Let’s use the missForest package to imput the missing values.

x_data <- subset(all_data_cleaned, select = -c(Id, SalePrice))

imputed_Data <- missForest(x_data)

# check imputed values
sum(is.na(imputed_Data$ximp))
dim(imputed_Data$ximp)
# check imputation error
imputed_Data$OOBerror

Let’s combine the variables again and split back into train and test sets.

all_data_completed <- cbind(Id = all_data_cleaned$Id, imputed_Data$ximp, SalePrice = all_data_cleaned$SalePrice)

# Split test & training
train_df <- subset(all_data_completed, Id < min_test_id, select = -Id)
test_df <- subset(all_data_completed, Id >= min_test_id, select = -c(Id, SalePrice))

https://www.analyticsvidhya.com/blog/2016/03/tutorial-powerful-packages-imputing-missing-values/

Baseline Model

Create baseline model with all the variables

baseline <- lm(SalePrice ~ ., data = train_df)

The model’s plots show some violations of LR conditions.

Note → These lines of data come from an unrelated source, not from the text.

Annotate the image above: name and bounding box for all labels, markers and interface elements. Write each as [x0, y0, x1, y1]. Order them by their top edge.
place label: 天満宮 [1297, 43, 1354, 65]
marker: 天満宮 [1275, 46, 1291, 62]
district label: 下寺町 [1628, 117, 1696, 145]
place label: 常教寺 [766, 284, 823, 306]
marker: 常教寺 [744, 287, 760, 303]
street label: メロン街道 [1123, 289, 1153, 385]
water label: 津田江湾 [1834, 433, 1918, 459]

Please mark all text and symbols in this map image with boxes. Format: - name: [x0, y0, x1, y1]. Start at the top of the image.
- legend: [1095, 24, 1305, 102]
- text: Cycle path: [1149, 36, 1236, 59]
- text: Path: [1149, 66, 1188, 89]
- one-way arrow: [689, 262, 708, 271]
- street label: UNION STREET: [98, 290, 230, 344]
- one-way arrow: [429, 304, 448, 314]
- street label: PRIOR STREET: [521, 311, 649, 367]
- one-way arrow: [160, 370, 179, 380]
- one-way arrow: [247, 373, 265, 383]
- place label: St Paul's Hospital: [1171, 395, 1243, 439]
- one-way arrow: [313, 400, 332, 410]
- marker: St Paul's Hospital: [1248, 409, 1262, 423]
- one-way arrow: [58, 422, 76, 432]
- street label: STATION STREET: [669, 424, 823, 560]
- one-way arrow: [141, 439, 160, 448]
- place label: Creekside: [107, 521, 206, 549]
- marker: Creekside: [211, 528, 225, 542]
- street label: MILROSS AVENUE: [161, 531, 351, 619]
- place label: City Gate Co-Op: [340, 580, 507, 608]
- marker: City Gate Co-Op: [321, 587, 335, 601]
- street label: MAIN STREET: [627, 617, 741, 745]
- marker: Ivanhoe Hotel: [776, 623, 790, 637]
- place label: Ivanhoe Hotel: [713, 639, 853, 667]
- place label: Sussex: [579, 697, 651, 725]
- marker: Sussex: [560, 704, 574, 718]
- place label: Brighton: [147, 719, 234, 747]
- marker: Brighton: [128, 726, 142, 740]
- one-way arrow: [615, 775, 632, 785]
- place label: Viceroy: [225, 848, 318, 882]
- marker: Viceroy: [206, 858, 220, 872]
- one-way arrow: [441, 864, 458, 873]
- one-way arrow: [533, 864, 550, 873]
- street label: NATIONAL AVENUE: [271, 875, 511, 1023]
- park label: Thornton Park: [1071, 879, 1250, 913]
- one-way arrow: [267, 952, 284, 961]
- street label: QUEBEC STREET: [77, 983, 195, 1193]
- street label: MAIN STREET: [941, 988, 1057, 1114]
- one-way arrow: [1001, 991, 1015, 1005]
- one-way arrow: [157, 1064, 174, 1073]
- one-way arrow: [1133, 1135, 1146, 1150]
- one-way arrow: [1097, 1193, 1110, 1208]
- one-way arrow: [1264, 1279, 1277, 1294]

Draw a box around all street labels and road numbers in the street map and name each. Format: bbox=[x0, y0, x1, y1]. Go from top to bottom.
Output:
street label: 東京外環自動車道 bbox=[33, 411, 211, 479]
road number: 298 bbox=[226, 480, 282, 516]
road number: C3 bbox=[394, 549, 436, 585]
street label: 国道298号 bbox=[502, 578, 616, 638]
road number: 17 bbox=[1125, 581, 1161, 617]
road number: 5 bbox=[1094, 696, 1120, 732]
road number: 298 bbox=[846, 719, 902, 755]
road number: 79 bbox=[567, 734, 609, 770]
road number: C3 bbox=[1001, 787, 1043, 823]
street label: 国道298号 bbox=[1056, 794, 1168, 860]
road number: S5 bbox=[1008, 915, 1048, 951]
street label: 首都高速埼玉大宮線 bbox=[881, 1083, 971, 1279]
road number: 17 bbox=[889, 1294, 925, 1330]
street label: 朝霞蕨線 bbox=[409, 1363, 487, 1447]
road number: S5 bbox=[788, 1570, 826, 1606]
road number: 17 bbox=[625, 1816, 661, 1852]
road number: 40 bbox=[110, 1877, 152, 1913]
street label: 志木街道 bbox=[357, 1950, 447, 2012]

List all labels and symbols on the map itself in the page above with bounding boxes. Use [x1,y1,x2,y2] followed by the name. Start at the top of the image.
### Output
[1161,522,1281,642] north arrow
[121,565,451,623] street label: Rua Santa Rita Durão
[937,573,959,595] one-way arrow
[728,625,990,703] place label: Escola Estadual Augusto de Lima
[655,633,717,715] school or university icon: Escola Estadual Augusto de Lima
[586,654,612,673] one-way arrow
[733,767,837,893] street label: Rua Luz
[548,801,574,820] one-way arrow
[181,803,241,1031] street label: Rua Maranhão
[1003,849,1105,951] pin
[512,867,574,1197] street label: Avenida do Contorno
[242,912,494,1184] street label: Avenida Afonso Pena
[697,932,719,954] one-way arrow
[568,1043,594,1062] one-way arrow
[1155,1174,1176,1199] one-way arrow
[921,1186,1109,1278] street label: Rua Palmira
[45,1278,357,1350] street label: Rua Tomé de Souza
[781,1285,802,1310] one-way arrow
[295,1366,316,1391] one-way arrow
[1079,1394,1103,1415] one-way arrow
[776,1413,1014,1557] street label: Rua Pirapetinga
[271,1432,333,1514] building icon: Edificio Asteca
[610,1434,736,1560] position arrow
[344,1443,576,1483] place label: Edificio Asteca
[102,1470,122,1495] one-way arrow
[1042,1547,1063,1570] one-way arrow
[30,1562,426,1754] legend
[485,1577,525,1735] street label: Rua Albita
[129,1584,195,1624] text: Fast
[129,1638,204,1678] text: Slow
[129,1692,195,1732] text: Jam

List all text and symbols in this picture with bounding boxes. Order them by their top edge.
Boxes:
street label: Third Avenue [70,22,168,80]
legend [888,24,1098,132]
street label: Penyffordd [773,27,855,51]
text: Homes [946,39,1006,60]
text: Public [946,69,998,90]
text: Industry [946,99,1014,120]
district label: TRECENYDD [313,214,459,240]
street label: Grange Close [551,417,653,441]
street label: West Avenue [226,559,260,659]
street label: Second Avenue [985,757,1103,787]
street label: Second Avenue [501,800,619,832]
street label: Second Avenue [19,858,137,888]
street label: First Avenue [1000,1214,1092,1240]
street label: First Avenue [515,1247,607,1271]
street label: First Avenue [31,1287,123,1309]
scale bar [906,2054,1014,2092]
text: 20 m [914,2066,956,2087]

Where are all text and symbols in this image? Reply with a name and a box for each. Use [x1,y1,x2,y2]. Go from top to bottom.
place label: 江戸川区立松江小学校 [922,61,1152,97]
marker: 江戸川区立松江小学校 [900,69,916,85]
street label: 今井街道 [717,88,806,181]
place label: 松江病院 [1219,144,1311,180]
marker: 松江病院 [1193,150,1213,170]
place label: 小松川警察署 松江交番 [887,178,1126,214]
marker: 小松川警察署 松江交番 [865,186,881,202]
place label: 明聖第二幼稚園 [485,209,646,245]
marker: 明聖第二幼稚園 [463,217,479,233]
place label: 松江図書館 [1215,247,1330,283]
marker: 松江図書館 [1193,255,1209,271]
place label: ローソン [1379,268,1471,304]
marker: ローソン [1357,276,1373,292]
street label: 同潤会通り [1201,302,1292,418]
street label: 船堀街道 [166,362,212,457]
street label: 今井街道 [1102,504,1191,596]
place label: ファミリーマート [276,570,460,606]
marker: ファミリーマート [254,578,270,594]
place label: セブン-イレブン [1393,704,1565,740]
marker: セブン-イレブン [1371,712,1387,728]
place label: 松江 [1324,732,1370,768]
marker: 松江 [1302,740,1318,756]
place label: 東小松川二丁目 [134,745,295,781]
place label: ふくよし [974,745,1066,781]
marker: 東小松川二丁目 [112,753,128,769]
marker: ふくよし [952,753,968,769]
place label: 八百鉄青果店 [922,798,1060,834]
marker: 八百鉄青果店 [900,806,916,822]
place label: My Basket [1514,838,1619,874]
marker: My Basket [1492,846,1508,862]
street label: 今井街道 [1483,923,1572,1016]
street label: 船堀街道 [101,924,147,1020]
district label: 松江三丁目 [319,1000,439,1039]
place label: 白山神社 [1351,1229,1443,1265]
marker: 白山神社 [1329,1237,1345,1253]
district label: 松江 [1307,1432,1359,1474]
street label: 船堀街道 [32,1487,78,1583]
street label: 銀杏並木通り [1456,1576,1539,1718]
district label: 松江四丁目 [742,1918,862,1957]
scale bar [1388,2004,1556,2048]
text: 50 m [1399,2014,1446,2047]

The residuals are not normally distributed or homoscedastic.

par(mfrow = c(2, 2))
plot(baseline)

With an adjusted R-squared of .93, this data has some potential, but we need to address the violations of LR assumptions.

model_summary <- function(model, y_var) {
    ### Summarizes the model's key statistics in one row
    df_summary <- glance(summary(model))
    df_summary$n_vars <- ncol(model$model) - 1
    df_summary$RootMSLE = RMSLE(model$fitted.values, model$model[, y_var])
    df_summary$model_name <- deparse(substitute(model))
    df_summary <- subset(df_summary, select = c(model_name, n_vars, adj.r.squared, 
        statistic, RootMSLE, p.value, sigma, df))
}
mod_sum <- model_summary(baseline, "SalePrice")
kable(all_results <- mod_sum)
model_name n_vars adj.r.squared statistic RootMSLE p.value sigma df
baseline 79 0.9336397 71.93048 0.101834 0 20478.31 290

Model with Transformations

train_df_transformed <- baseline$model

PT <- powerTransform(as.formula(baseline$call), family = "bcnPower", data = train_df_transformed)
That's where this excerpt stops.